Model Merging on Loss Landscape: A Geometry Perspective
Lu, Juanwu, Bhaskar, Anand, Axelrod, Brian, Tolstaya, Ekaterina, Emrich, Tristan
Model merging offers a promising avenue for knowledge integration and parallel development without retraining. Yet, existing methods either ignore the geometry of the loss landscape or rely on intractable full-space Hessian approximations. We propose EpiMer, a framework that casts model merging as solving the Fréchet mean on a Riemannian manifold and restricts the computation to a low-rank subspace spanned by the task vectors. With the expected Hessian as the metric, we reveal a connection between local curvature and epistemic uncertainty of the parameters. Our theoretical analysis decomposes the merging error bound into the subspace Fréchet variance and the residual energy, and provides a closed-form characterization of when curvature-aware merging provably outperforms flat-geometry methods.
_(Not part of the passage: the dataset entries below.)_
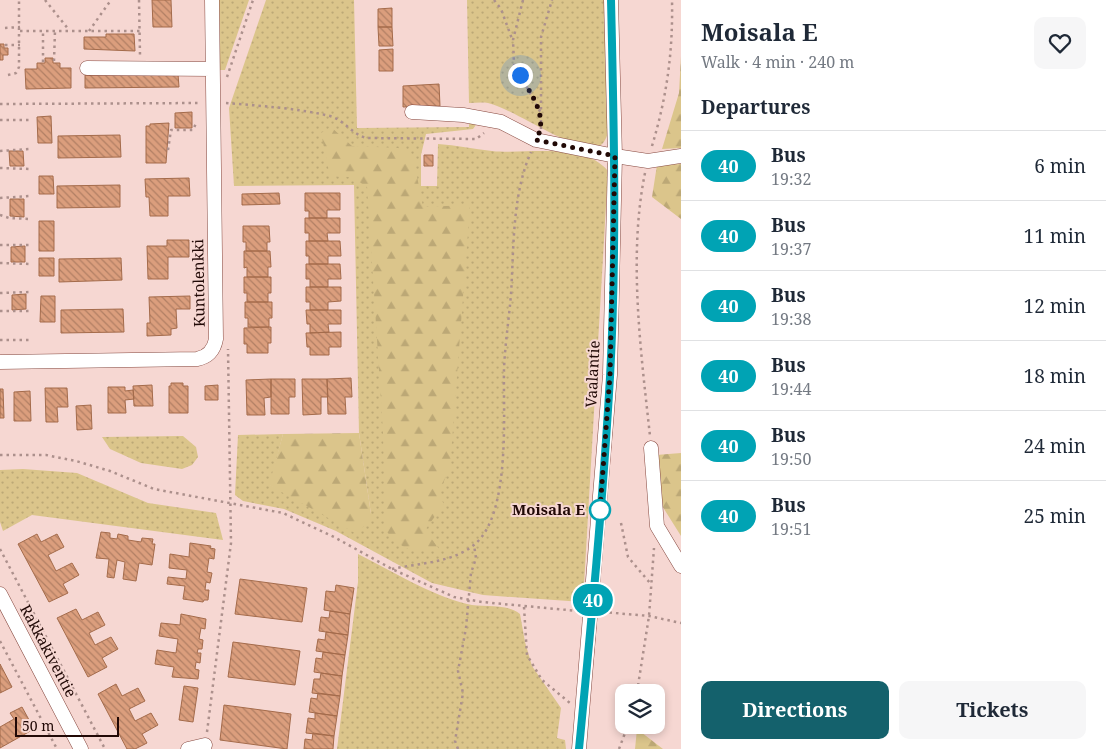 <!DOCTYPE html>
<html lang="en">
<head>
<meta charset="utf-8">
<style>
	:root { --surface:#fff; --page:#f6f6f7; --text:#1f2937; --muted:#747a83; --line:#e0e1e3; --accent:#14616c }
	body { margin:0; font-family:"Noto Serif",serif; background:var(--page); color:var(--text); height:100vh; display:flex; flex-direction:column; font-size:19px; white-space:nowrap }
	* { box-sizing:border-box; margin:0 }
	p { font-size:16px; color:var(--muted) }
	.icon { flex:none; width:28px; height:28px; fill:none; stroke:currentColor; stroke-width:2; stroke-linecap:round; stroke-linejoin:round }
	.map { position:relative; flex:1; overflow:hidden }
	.details { display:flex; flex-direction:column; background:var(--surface); width:425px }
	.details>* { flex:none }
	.badge { padding:0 10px; border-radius:16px; font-size:18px; line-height:32px }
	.controls { position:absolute; left:615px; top:684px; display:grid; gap:10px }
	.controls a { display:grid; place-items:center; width:50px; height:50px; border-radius:10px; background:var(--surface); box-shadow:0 2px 8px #0003; font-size:25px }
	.scale { position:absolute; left:15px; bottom:12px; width:104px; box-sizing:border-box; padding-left:5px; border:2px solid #210906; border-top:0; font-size:14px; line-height:18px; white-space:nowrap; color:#210906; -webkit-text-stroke:4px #f6d7d2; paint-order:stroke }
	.you { position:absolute; width:25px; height:25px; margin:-12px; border:4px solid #fff; border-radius:50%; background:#1a73e8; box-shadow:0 0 0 8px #1a73e833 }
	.map>.badge { position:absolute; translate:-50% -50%; box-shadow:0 0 0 2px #fff }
	h2 { padding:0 20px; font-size:19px; line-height:45px }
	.round { display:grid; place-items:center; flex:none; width:52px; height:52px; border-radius:10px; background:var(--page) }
	.headline { display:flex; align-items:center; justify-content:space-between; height:85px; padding:0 20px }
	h1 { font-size:24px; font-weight:700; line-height:38px }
	.cta { display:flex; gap:10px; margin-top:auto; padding:10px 20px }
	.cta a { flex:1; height:58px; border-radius:10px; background:var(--accent); color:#fff; font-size:20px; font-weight:700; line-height:58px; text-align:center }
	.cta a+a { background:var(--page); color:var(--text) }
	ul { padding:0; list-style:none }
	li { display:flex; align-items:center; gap:15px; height:70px; padding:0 20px; border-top:1px solid var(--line) }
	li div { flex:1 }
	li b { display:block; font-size:19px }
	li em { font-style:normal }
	li .badge { min-width:55px; font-weight:700; text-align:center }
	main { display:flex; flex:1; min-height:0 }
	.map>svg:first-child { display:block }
	.grass { fill:url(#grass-dots) }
	.forest { fill:url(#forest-firs) }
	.building { fill:url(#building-back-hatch); stroke:#a46b4b }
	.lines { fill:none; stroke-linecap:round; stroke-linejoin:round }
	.minor-casing { stroke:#86483f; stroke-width:15 }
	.path { stroke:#ac908c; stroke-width:2.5; stroke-dasharray:2.5 4; stroke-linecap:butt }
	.minor { stroke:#fff; stroke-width:14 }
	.line-casing { stroke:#fff; stroke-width:11 }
	.line { stroke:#00a3b4; stroke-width:8 }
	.walk { stroke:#210906; stroke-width:5; stroke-dasharray:0 9 }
	.stop-dot { fill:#fff; stroke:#00a3b4; stroke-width:2.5 }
	.labels { text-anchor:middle; stroke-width:4; stroke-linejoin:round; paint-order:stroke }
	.street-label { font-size:15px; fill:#210906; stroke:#f6d7d2 }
	.stop-label { font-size:15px; font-weight:bold; fill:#210906; stroke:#f6d7d2; text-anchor:end }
</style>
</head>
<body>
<main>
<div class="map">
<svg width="681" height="749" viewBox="0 0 681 749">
	<defs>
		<pattern id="grass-dots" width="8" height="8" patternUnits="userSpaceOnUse" patternTransform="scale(1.25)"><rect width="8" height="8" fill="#dbc58b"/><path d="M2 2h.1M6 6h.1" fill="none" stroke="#bca876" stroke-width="1.8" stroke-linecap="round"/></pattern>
		<pattern id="forest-firs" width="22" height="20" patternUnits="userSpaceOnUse" patternTransform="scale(1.25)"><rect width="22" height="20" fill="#dbc58b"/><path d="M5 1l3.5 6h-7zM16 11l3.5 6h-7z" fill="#bca876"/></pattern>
		<pattern id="building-back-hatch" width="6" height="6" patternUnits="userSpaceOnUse" patternTransform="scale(1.25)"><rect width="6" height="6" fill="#db9e7d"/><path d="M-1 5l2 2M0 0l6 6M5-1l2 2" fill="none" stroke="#b17f64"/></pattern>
	</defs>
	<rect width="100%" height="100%" fill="#f6d7d2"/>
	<path class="grass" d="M 219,0 L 249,0 L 225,70 L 220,70 Z
		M 266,0 L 354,0 L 357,128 L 469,127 L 469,121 L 478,122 L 473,129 L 426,134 L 421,155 L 421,186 L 437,186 L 438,144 C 456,145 474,149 492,151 C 526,155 583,141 608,171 L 583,602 L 483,595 L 432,583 L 336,531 L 284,509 L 243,501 L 235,495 L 238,435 L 283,434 L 270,485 L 300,501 L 371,514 L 359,433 L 354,185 L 234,186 L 229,108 Z
		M 467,0 L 606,0 L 608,133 C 606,139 603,146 596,147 C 569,150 518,111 488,103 C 482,102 475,103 469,103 Z
		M 183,436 L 196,447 L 198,457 L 192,465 L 182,469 L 141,463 L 110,449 L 102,437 Z
		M 23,469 L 77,473 L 148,503 L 216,513 L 223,540 L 32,515 L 3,531 L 0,522 L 0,470 Z
		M 358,554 C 394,572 428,594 467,604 C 483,608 507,603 520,614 L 525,642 L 532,666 L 561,708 L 557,738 L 565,740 L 566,749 L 337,749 L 358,582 Z"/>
	<path class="forest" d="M 681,56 L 681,148 L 662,149 L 679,93 Z
		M 331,127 L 352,146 L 398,148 L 413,156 L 423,207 L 470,205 L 450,467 L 438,495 L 444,504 L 425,530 L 439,549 C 412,553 405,552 386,531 L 383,432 L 367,186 L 349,177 L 330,176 L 321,133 Z
		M 681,164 L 681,219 L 652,197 L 657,165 Z
		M 359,433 L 371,514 L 367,524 L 355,533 L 269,485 L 283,434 Z
		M 681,453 L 681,536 L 654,493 L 656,455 Z
		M 637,729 L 663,749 L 635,749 Z"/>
	<path class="building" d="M 152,0 L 171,0 L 172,27 L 153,27 Z
		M 392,8 L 392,27 L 378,27 L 378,9 Z
		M 378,27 L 392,27 L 393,46 L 379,46 Z
		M 106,34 L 134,34 L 135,51 L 84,49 L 84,37 L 106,37 Z
		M 0,44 L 4,44 L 4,48 L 8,48 L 8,55 L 3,55 L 3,60 L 0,60 Z
		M 393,49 L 393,71 L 379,71 L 379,50 Z
		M 45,58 L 53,58 L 53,63 L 60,63 L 60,68 L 71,68 L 71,88 L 26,89 L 25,69 L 37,69 L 37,63 L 45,63 Z
		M 178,74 L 179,87 L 85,88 L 85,75 Z
		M 439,84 L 440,106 L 403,107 L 403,86 Z
		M 192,112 L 192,128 L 175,128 L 175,113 Z
		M 51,116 L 52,143 L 38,143 L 37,117 Z
		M 169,123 L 166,163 L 146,163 L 146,126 L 150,126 L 150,124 Z
		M 120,135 L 121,157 L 58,158 L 58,136 Z
		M 9,151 L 23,151 L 24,166 L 10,166 Z
		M 424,155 L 433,155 L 433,166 L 424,166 Z
		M 39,176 L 53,176 L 54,194 L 39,194 Z
		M 189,178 L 190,196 L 168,196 L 168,216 L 150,216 L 149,197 L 146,197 L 145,179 Z
		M 120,185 L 120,207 L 57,208 L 57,186 Z
		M 279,193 L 280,204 L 242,205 L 242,194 Z
		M 305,193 L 340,193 L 340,210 L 327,210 L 327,218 L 309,218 L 309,211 L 305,211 Z
		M 10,199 L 24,199 L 24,217 L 10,216 Z
		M 305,218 L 340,218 L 340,233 L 327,233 L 328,241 L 309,241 L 309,233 L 305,233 Z
		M 39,221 L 54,221 L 54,251 L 39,251 Z
		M 243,226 L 269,226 L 270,242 L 267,242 L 267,251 L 246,251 L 246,242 L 243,242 Z
		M 167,240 L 189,240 L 189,257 L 168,257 L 168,279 L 148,279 L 147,246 L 167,246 Z
		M 306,241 L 340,241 L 341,256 L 328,256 L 328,264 L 309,264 L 309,256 L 306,256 Z
		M 25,246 L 25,262 L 11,262 L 11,247 Z
		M 244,251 L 270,251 L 271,267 L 268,267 L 268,277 L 247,277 L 247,267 L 244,268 Z
		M 39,258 L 54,258 L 54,276 L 39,276 Z
		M 121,258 L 122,280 L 59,282 L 59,259 Z
		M 306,264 L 340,264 L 341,279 L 328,279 L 328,287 L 310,287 L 310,279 L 306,279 Z
		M 244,277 L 271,277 L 271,293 L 268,293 L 268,302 L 247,302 L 247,293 L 244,293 Z
		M 306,287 L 341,287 L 341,301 L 328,302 L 328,310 L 310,310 L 310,302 L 306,302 Z
		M 26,294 L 26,309 L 12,310 L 12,295 Z
		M 41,296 L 55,296 L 55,322 L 40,322 Z
		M 190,296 L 190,309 L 176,309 L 177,328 L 171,329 L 171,335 L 147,336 L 147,323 L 150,323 L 149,297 Z
		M 245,302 L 272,302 L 272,318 L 269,318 L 269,327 L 248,327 L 248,318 L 245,318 Z
		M 123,309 L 124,332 L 61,333 L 61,310 Z
		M 306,310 L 341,310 L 341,324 L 328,324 L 329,332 L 310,333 L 310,324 L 307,324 Z
		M 271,327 L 271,343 L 268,343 L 268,353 L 247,353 L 247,344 L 244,344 L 244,328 Z
		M 341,332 L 341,347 L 329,347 L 329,355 L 310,355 L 310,347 L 307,347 L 306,333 Z
		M 351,378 L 352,397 L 345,397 L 346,414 L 328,414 L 327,379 Z
		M 271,379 L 295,379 L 295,397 L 289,397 L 289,414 L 271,414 Z
		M 271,379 L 271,397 L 264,398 L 265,415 L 247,415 L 246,380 Z
		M 302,379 L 327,379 L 328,397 L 321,397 L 321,414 L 303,415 Z
		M 171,383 L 183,383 L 183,386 L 188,386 L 188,413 L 169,413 L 169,386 L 171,386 Z
		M 152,385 L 153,406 L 134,406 L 133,386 Z
		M 218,385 L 218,400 L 205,400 L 205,386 Z
		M 108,387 L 125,387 L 125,391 L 133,390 L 134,399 L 125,400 L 126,413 L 108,413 Z
		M 45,388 L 67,388 L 68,407 L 57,407 L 58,422 L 46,422 Z
		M 0,389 L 3,389 L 4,418 L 0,418 Z
		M 30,391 L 31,421 L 14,421 L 14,392 Z
		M 91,405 L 92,429 L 77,430 L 76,406 Z
		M 101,532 L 110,533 L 110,538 L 117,539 L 118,534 L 128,536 L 128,540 L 141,542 L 142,538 L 153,539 L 152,544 L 155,544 L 152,565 L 139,563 L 136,581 L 123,579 L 125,562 L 117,560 L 114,578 L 107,577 L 109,559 L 96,558 Z
		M 37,534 L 41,542 L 57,534 L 64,547 L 48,555 L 56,571 L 72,563 L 79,575 L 63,584 L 68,593 L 49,602 L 18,544 Z
		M 190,543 L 211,546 L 210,548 L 215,549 L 214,559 L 209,558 L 207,572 L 212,573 L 210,583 L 206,582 L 205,590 L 209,590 L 208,600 L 204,600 L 203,602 L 183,599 L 185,586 L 167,584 L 168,577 L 186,579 L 187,570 L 169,568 L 170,554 L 189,557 Z
		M 240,579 L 307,588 L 302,622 L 235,614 Z
		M 336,585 L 354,588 L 350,614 L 324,610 L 326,591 L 335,592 Z
		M 76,609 L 82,620 L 98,612 L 105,625 L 89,633 L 95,645 L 111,637 L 118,649 L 102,658 L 107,667 L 88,677 L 57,618 Z
		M 330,611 L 350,614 L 348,635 L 319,631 L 321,617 L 329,618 Z
		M 181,614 L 206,619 L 205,629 L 201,628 L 199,639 L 203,640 L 202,649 L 198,649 L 197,653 L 201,653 L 200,663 L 196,662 L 195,669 L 199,670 L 198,679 L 172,677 L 174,667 L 155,664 L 157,650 L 176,653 L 178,639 L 159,636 L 161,623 L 180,625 Z
		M 326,632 L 348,635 L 345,655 L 316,651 L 318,639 L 325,640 Z
		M 233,642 L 300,651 L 295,685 L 228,677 Z
		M 323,652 L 345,655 L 342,676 L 314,672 L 316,658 L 322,659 Z
		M 0,664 L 12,687 L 0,693 Z
		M 321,673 L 342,676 L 340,696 L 312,693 L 314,679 L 320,679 Z
		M 116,684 L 122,696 L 138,688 L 145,701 L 129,709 L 135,721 L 151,713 L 158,725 L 142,734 L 147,743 L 135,749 L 127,749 L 98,694 Z
		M 184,686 L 198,688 L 193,722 L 179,720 Z
		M 318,693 L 340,696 L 337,716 L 309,712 L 311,698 L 317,699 Z
		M 224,705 L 291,714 L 287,749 L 220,740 Z
		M 22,707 L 34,729 L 0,748 L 0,727 L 14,719 L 10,713 Z
		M 315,713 L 337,716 L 334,736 L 306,733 L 308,718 L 315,719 Z
		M 313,733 L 334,736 L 333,749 L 304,749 L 305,739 L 312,740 Z"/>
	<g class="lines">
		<defs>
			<path id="minor" d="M 87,68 L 212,69
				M 412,112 L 463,115 L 501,122 L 536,140 L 615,156 L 648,161 L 681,156
				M 0,362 L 197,359 C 208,357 214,350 216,339 L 212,0
				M 651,448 L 657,526 L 681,566
				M 0,594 L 81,749
				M 188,749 L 205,745
				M 579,749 L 610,375 L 615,156 L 611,0"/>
		</defs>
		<use href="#minor" class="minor-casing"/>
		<path class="path" d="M 45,0 L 69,30
			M 139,0 L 140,55
			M 494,0 L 501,9 L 512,39
			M 523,0 L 513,40 L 514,64 L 542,115
			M 5,28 L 20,27
			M 20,31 L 140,31
			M 89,31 L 111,0
			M 5,45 L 20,45
			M 54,61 L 55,31
			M 43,62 L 43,31
			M 8,75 L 16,73 L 19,67 L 19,0
			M 227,77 L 253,0
			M 226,103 C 261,106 296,108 330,116 C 344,120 352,134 366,138 L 476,139 L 484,133
			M 0,104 L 201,103
			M 0,120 L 29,120
			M 541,129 L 541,37 L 552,0
			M 652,146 C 667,96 673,52 672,0
			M 168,150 L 171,130 L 193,130 L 197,121
			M 0,151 L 29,149
			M 0,168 L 30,169
			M 645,173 C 628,256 641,353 650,436
			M 0,198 L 30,196
			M 0,215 L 9,218 L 30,219
			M 0,245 L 30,245
			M 0,263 L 30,264
			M 0,293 L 30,292
			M 0,311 L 30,311
			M 0,340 L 31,340
			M 0,455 L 46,455 L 76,461 L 110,471 L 154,489 L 283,513 L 334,537 L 392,569 L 454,597 L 482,602 L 578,611
			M 621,523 L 628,557 L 650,583
			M 0,549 L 105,749
			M 392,569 C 419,563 453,563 475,544 C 511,513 503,414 504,369 C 505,344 509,319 511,294 C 514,247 512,195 531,152
			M 524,607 L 527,655 L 542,680 L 570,703
			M 603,612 L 649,616 L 681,623
			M 0,641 L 57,749
			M 637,692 L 649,616 L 654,548
			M 207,732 L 231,543 L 228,349
			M 458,749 L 455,741 L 463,693 L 458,671 L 466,628 L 471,573 L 476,558 L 474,545
			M 619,749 L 628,725"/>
		<use href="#minor" class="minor"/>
	</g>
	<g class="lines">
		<defs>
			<path id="line" d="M 579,749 C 591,625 603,501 610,377 C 617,252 614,125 611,0"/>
		</defs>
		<use href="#line" class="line-casing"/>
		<use href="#line" class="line"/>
		<path class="walk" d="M 520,75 C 532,96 549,117 536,140 L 615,156 L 610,375 L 600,510"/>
	</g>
	<circle class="stop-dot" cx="600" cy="510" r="10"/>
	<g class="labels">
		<g class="street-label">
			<text transform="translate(199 283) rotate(-91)" y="5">Kuntolenkki</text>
			<text transform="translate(593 374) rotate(-87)" y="5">Vaalantie</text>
			<text transform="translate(48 651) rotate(62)" y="5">Rakkakiventie</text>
		</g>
		<g class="stop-label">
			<text x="585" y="515">Moisala E</text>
		</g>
	</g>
</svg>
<div class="controls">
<a><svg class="icon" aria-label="layers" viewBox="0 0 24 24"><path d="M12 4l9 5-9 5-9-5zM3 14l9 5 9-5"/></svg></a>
</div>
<div class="scale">50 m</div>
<div class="you" style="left:520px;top:75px"></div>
<b class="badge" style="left:593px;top:600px;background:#00a3b4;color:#fff">40</b>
</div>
<section class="details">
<div class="headline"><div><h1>Moisala E</h1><p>Walk · 4 min · 240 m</p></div><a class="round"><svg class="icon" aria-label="heart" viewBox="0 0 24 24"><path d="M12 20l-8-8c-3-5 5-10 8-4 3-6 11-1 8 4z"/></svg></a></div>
<h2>Departures</h2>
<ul>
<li><span class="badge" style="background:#00a3b4;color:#fff">40</span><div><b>Bus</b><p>19:32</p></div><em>6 min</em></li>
<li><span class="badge" style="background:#00a3b4;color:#fff">40</span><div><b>Bus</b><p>19:37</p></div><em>11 min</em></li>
<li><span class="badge" style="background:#00a3b4;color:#fff">40</span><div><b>Bus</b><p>19:38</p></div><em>12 min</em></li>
<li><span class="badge" style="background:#00a3b4;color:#fff">40</span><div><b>Bus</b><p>19:44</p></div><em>18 min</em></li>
<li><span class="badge" style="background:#00a3b4;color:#fff">40</span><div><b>Bus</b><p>19:50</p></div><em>24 min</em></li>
<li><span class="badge" style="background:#00a3b4;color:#fff">40</span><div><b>Bus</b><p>19:51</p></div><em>25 min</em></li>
</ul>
<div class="cta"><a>Directions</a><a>Tickets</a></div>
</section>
</main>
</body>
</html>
In addition, our framework unifies both curvature-aware methods and recent spectral methods as special cases of the subspace Fréchet mean with different geometric metrics. Merging fine-tuned CLIP-ViT models on eight image classification tasks, Epistemic Merging strictly outperforms the baselines on all three CLIP-ViT backbones at matched rank, improving the across-task average accuracy and worst-task accuracy on every backbone.